Apparently, the Library of Peking fared rather badly in all this. The situation on the ground had spiralled completely out of control as the uprising grew more grave, especically in light of imperial European colonial and commercial interest in China. The Brotherhood of the Harmonious Fist were labelled a secret society by the European press services (though the Brotherhood was more akin to a labor union). The group's major concern were the Westerns operating in the colony; they flatly opposed the European's political and commercial manipulation of China (imagine, if you will, WTO/FTAA protesters, except 100 years ago and more hand-to-hand combat). After the European sections of the city were put under seige by their forces, several European 'missionaries' (most likely merchants or consulars) were killed in the chaos. When news reached the navies of the Western powers, the five nations with a stake in the region (England, France, Russia, Germany and Japan) proceeded to shell the city's Library from the harbour in retaliation, completely destroying its nearly 2000 year old collection.

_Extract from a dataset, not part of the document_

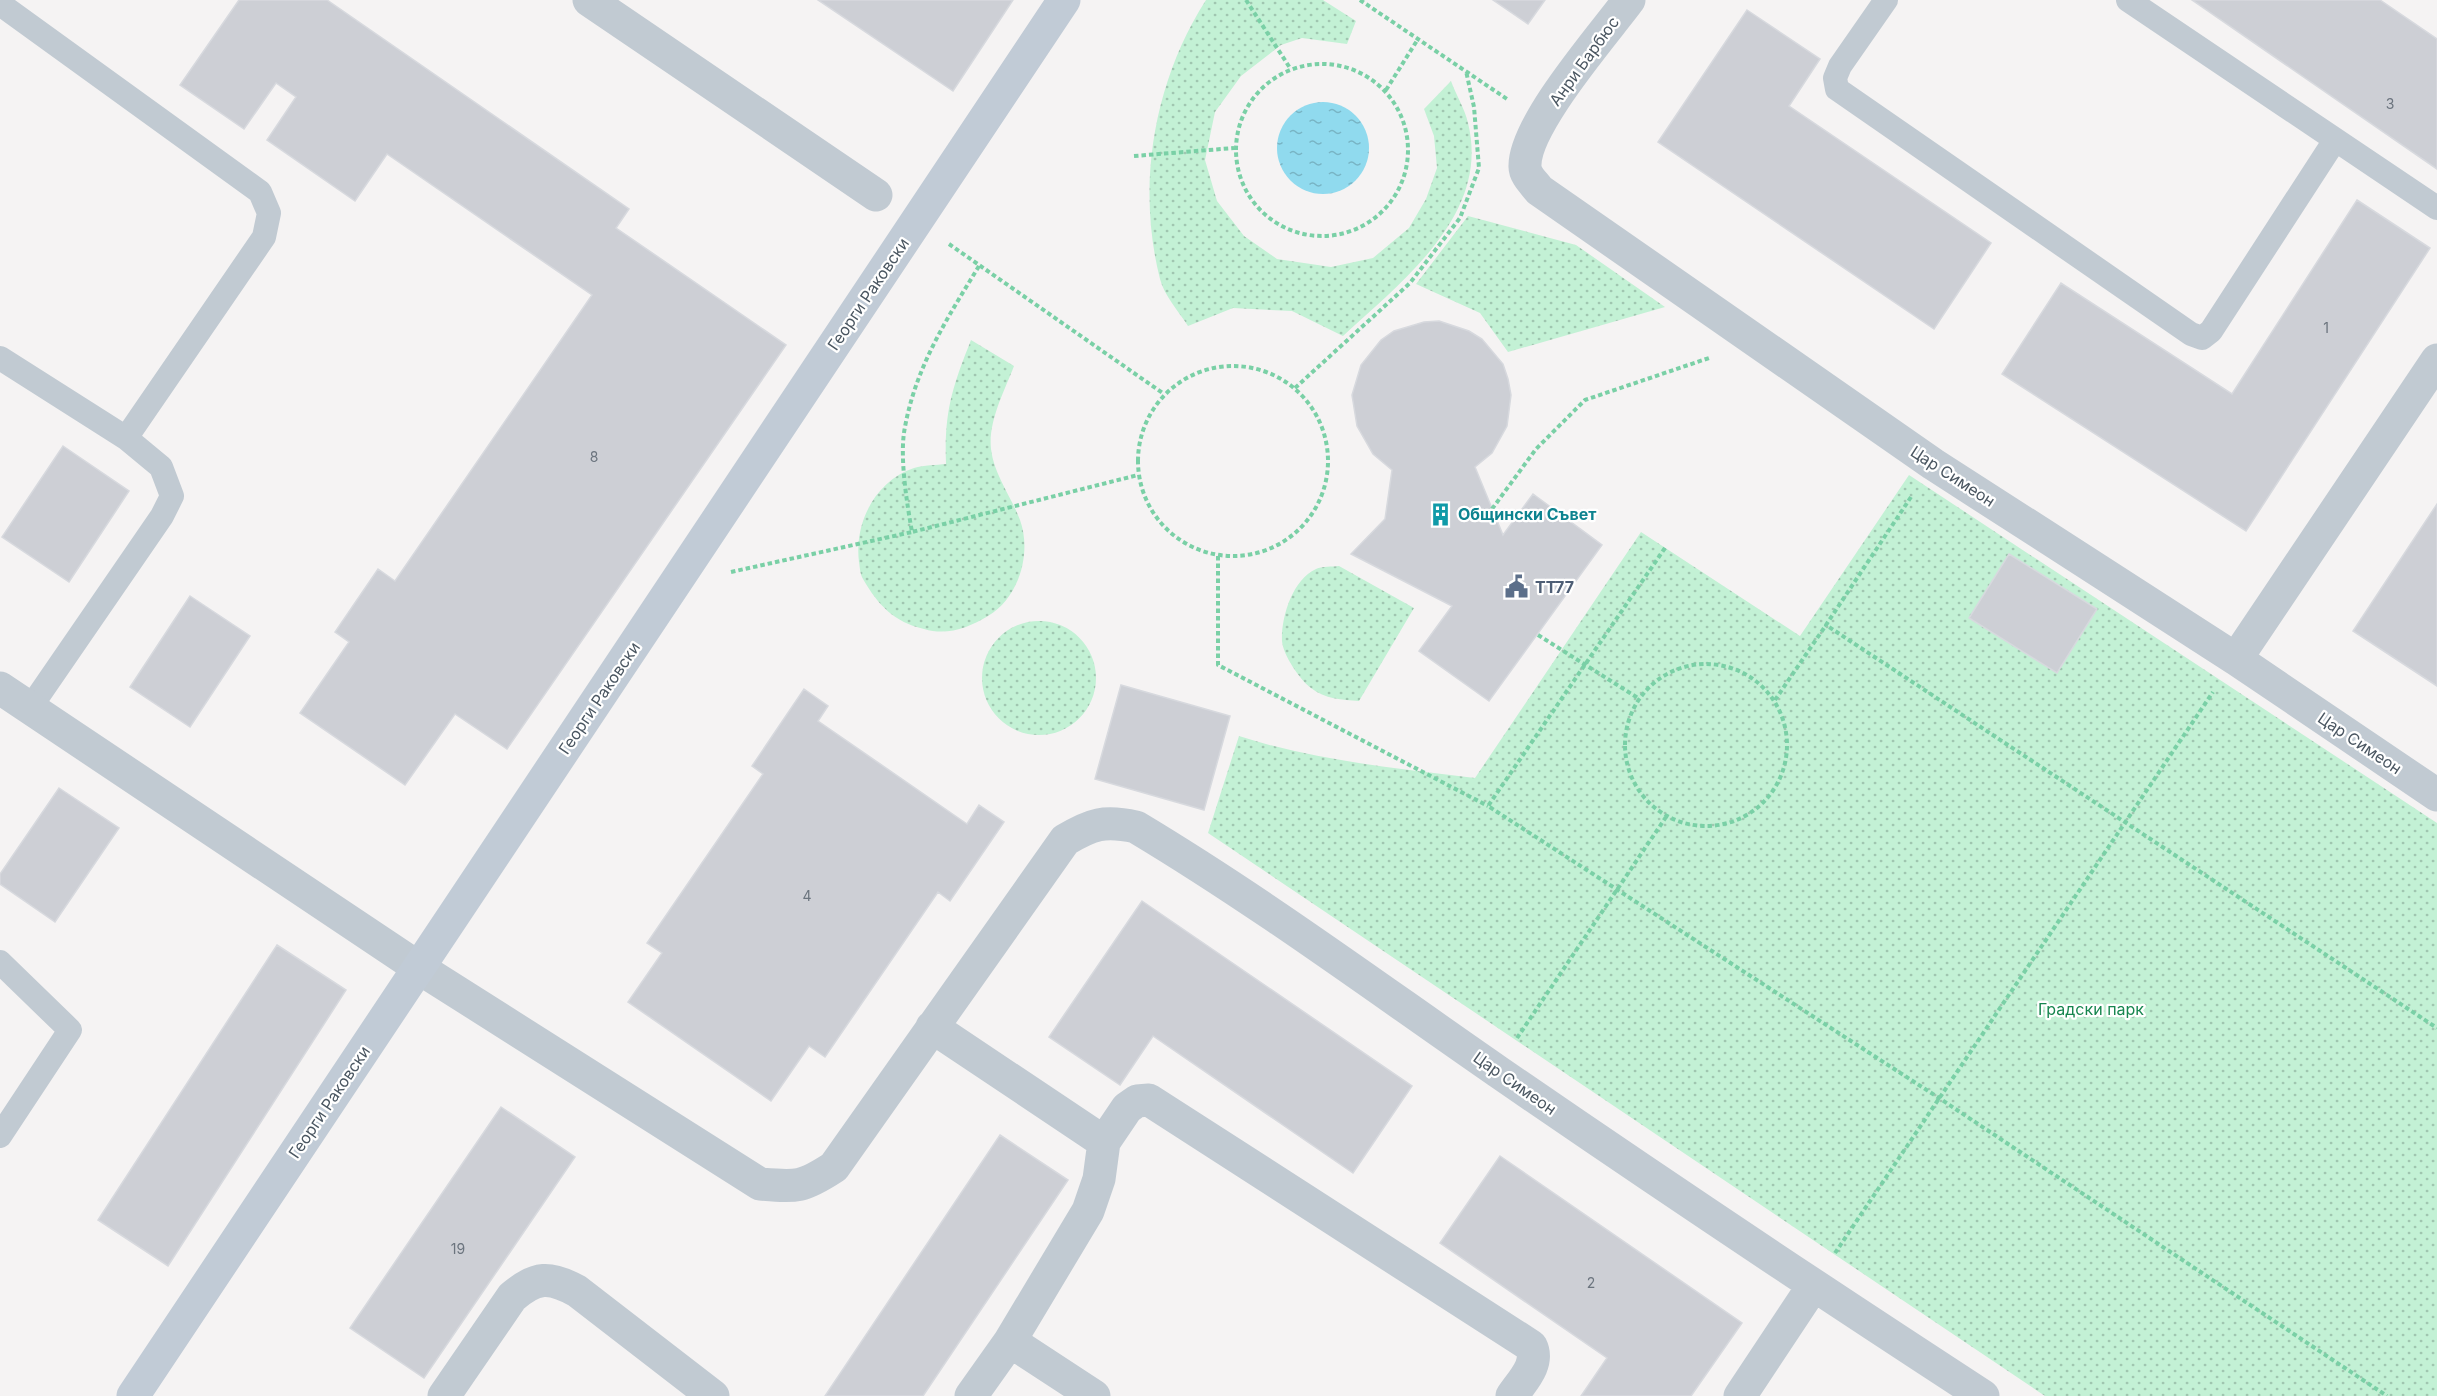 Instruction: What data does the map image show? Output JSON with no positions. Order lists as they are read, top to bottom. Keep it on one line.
{"streets":{"street":["Анри Барбюс","Георги Раковски","Цар Симеон"]},"crossings":[["Анри Барбюс","Цар Симеон"],["Георги Раковски","Цар Симеон"]],"parks":["Градски парк"],"places":{"building":["Общински Съвет"],"public building":["TT77"]},"house_numbers":["3","1","8","4","19","2"]}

Source: J. M. Roberts, The History of the World (London: Helicon, 1992)

There was also the siege of the Foreign Legations in Peking. All the foreign embassies of the European powers were housed with in a single semi-walled area a very short distance from the Forbidden City. The concept was that the Mandarins, the eunuch administrative class that served the Dowager Empress, could then visit the Europeans in a single location and keep track of their movements and minimize their influence. The mandarins controlled access to the Empress, the ambassadors controlled access to the West. The entire area was called the Foreign Legation. It was connected by telegraph to Shanghai.

At the start of the uprising, the telegraph lines were cut and the Boxers laid siege to the Legation. The Euros and Americans inside hastily enclosed the rest of the perimeter, to withstand an attack which would last some 8 weeks until the arrival of a multinational rescue force. During the beginning of the siege, the Boxers were helped by the Chinese army, sometimes openly.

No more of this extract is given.